I have the following dataframe (created for an example):
In [2]: df
Out[2]:
A B
0 1 2
1 1 3
2 4 6
Assuming that this is a long dataframe, whenever there is a value of 2 in row B, I need to replace that value with the value that is two cells below that.
I tried:
for val in df['B']:
if val == 2:
df['B'] = df.B.shift(-2)
But I get:
A B
0 1 6.0
1 1 NaN
2 4 NaN
And I need:
Out[2]:
A B
0 1 6
1 1 3
2 4 6
Does anyone have suggestions for leaving rows that do not equal '2' unchanged?

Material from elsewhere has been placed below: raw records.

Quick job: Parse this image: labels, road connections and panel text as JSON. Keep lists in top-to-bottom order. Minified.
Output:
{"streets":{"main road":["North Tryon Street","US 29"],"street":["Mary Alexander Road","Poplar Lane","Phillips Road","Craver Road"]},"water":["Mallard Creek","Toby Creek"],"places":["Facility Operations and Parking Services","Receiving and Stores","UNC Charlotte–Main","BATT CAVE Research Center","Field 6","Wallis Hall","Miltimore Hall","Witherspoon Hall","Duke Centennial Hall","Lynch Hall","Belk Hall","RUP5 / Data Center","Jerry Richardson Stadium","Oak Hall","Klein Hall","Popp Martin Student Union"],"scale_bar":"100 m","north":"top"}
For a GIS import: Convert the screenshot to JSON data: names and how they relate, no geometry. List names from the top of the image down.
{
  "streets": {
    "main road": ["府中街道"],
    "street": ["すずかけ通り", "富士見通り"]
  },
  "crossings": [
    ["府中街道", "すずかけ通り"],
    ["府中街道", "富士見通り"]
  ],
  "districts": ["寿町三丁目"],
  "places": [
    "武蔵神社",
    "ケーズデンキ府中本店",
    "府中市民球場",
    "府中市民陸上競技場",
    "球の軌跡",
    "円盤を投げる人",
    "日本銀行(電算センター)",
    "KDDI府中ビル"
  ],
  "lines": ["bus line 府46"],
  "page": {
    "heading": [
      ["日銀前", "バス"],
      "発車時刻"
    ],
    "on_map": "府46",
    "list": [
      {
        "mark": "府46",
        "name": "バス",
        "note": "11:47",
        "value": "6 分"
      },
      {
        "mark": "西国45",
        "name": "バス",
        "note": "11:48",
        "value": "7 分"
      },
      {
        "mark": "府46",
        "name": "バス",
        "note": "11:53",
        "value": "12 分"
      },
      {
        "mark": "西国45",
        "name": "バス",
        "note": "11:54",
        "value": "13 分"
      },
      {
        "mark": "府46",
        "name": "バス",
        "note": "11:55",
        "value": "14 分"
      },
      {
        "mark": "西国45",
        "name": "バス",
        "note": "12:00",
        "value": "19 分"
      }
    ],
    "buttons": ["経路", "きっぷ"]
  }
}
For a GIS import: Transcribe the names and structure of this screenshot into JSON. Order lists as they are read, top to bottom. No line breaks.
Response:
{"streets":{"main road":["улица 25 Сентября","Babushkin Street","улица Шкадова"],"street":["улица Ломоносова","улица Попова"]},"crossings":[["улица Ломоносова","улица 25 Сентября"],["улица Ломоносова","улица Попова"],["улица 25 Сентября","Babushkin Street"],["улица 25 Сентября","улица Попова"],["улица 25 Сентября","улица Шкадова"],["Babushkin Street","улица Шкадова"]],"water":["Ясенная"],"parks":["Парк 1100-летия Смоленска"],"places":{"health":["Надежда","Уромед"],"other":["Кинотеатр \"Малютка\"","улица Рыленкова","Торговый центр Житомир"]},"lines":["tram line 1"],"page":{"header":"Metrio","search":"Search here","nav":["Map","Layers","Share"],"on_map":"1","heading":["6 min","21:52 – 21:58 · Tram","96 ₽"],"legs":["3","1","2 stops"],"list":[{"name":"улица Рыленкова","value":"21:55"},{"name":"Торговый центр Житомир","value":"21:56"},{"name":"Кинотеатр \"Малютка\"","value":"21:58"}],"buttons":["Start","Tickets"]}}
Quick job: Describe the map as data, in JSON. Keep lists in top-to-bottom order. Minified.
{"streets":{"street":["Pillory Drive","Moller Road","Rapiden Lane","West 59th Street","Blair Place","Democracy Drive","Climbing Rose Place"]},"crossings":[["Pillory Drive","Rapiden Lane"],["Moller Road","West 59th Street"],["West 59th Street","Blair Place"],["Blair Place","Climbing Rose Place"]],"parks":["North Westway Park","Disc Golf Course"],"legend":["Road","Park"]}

CodePudding user response:
You can use where:
df['B'] = df['B'].where(df['B'] != 2, df['B'].shift(-2))
CodePudding user response:
Then we just need to assign it with shift
df.loc[df['B'].eq(2),'B'] = df.B.shift(-2)
df
Out[458]:
A B
0 1 6.0
1 1 3.0
2 4 6.0
CodePudding user response:
You can just loop over the dataframe, which is somehow not optimized at all but works:
import pandas as pd
df = pd.DataFrame([[1, 2], [1, 3], [4, 6]], columns=['A', 'B'])
for ix, row in df.iterrows():
if row['B'] == 2 and ix < len(df)-2:
row['B'] = df.iloc[ix 2]['B']
There are probably better/more elegant ways to do this.